Perkuat Layanan Kesehatan Respirasi, Wamenkes RI Tinjau Rencana Pengembangan RS Paru Respira
BANTUL – Rumah Sakit Paru Respira menerima kunjungan kerja Wakil Menteri Kesehatan Republik Indonesia, dr. Benyamin Paulus Octavianus, Sp.P, FISR, pada Kamis (29/1/2026). Kunjungan ini dilakukan dalam rangka peninjauan langsung lokasi dan kesiapan rencana pembangunan pengembangan fasilitas di RS Paru Respira.

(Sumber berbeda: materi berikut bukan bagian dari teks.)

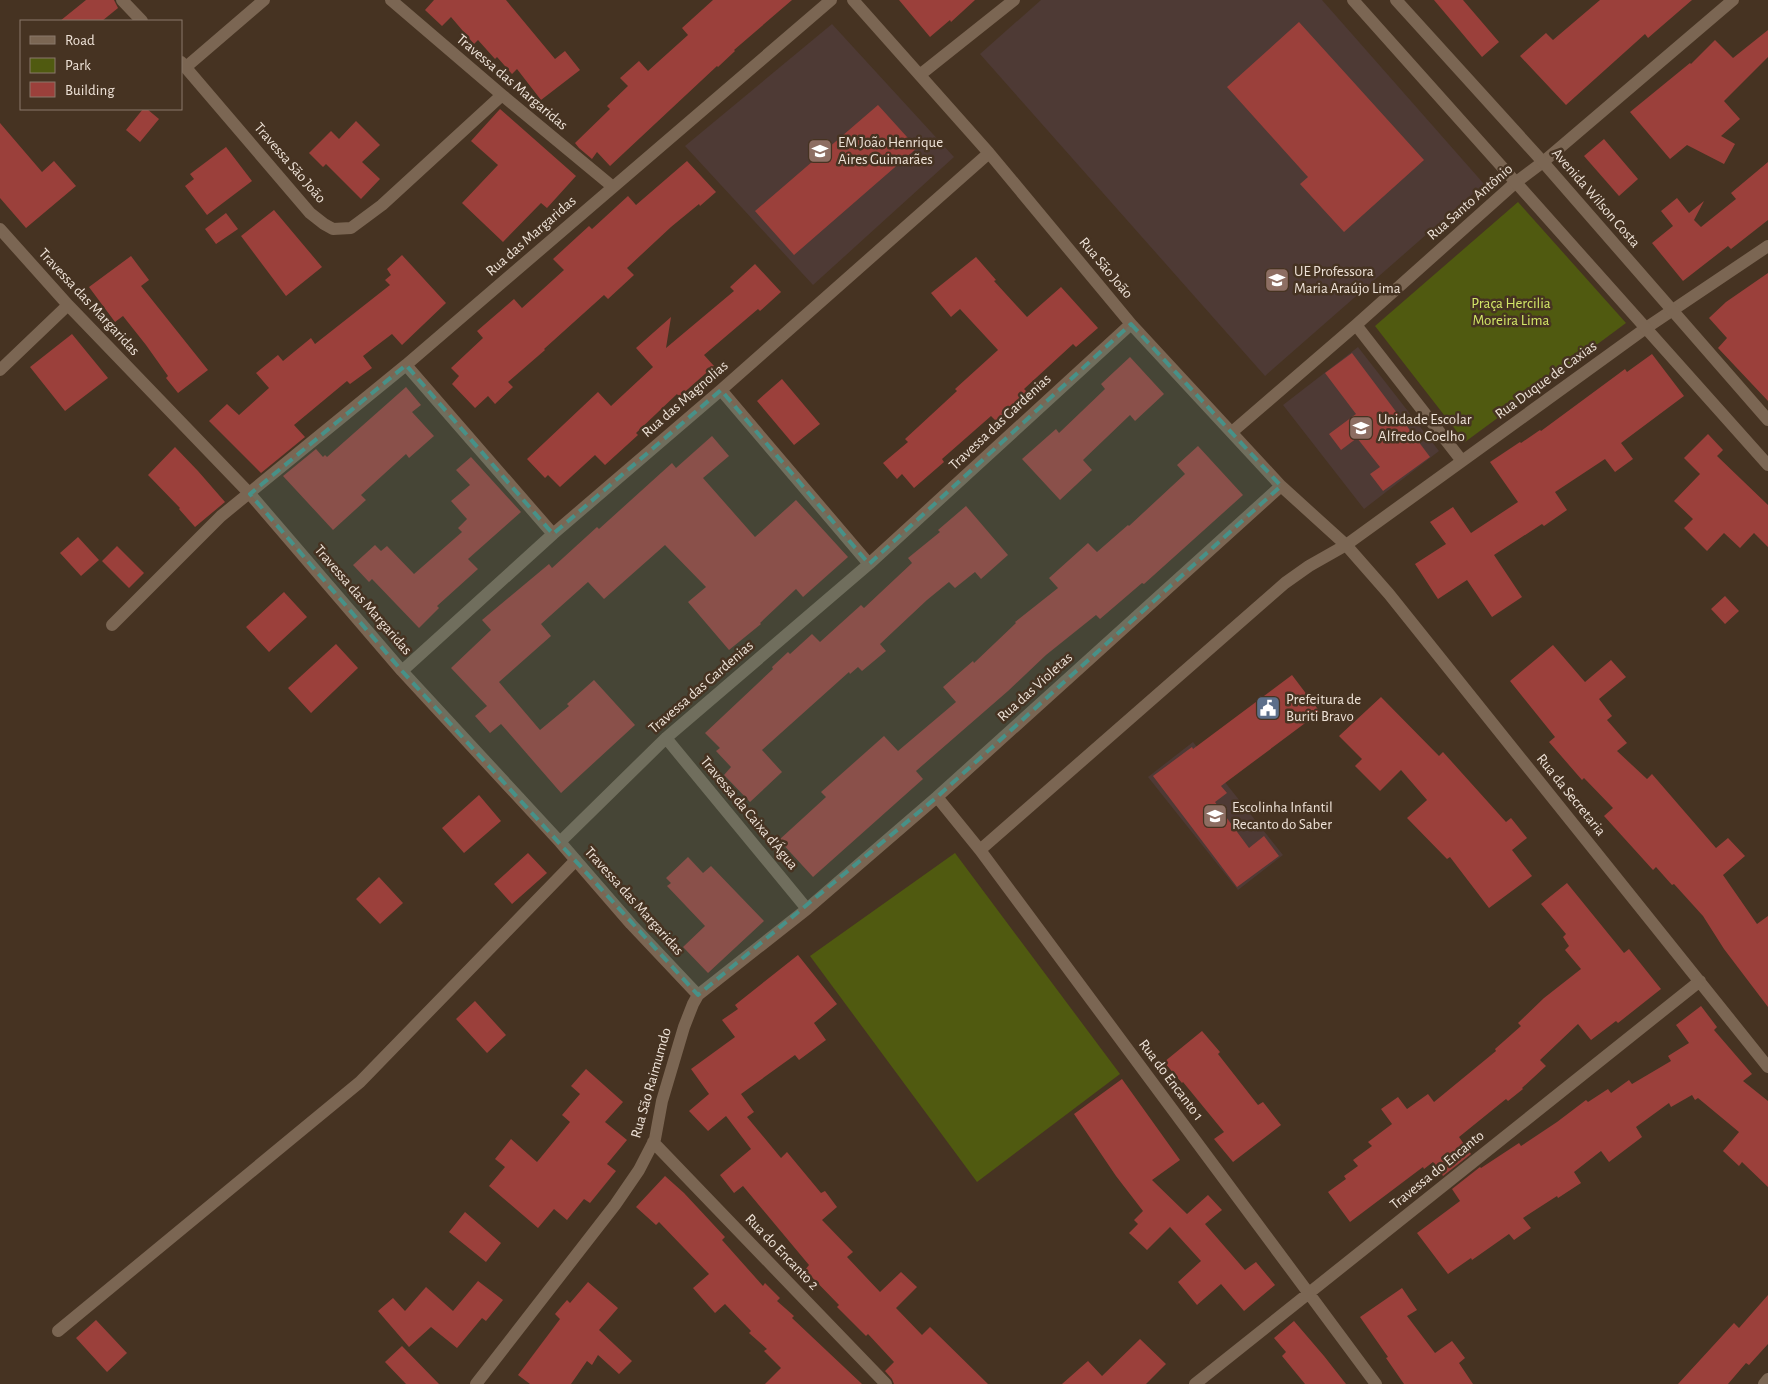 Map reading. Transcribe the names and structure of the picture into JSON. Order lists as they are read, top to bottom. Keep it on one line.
{"streets":{"street":["Travessa das Margaridas","Travessa São João","Avenida Wilson Costa","Rua Santo Antônio","Rua das Margaridas","Rua São João","Rua Duque de Caxias","Rua das Magnolias","Travessa das Gardenias","Rua das Violetas","Rua da Secretaria","Travessa da Caixa d'Água","Rua do Encanto 1","Rua São Raimumdo","Travessa do Encanto","Rua do Encanto 2"]},"crossings":[["Travessa das Margaridas","Travessa São João"],["Travessa das Margaridas","Rua das Margaridas"],["Travessa das Margaridas","Rua das Magnolias"],["Travessa das Margaridas","Travessa das Gardenias"],["Travessa das Margaridas","Rua São Raimumdo"],["Avenida Wilson Costa","Rua Santo Antônio"],["Avenida Wilson Costa","Rua Duque de Caxias"],["Rua Santo Antônio","Rua São João"],["Rua São João","Rua Duque de Caxias"],["Rua São João","Rua das Magnolias"],["Rua São João","Travessa das Gardenias"],["Rua São João","Rua das Violetas"],["Rua São João","Rua da Secretaria"],["Rua Duque de Caxias","Rua da Secretaria"],["Travessa das Gardenias","Travessa da Caixa d'Água"],["Rua das Violetas","Travessa da Caixa d'Água"],["Rua das Violetas","Rua do Encanto 1"],["Rua das Violetas","Rua São Raimumdo"],["Rua da Secretaria","Travessa do Encanto"],["Travessa da Caixa d'Água","Rua São Raimumdo"],["Rua do Encanto 1","Travessa do Encanto"],["Rua São Raimumdo","Rua do Encanto 2"]],"parks":["Praça Hercilia Moreira Lima"],"places":{"school or university":["EM João Henrique Aires Guimarães","UE Professora Maria Araújo Lima","Unidade Escolar Alfredo Coelho","Escolinha Infantil Recanto do Saber"],"public building":["Prefeitura de Buriti Bravo"]},"legend":["Road","Park","Building"]}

Komitmen Peningkatan Infrastruktur Kesehatan
Dalam kunjungannya, Wamenkes dr. Benyamin menekankan pentingnya modernisasi infrastruktur rumah sakit khusus paru guna menjawab tantangan penyakit respirasi yang kian kompleks. Beliau meninjau beberapa titik strategis yang akan menjadi lahan pengembangan gedung baru.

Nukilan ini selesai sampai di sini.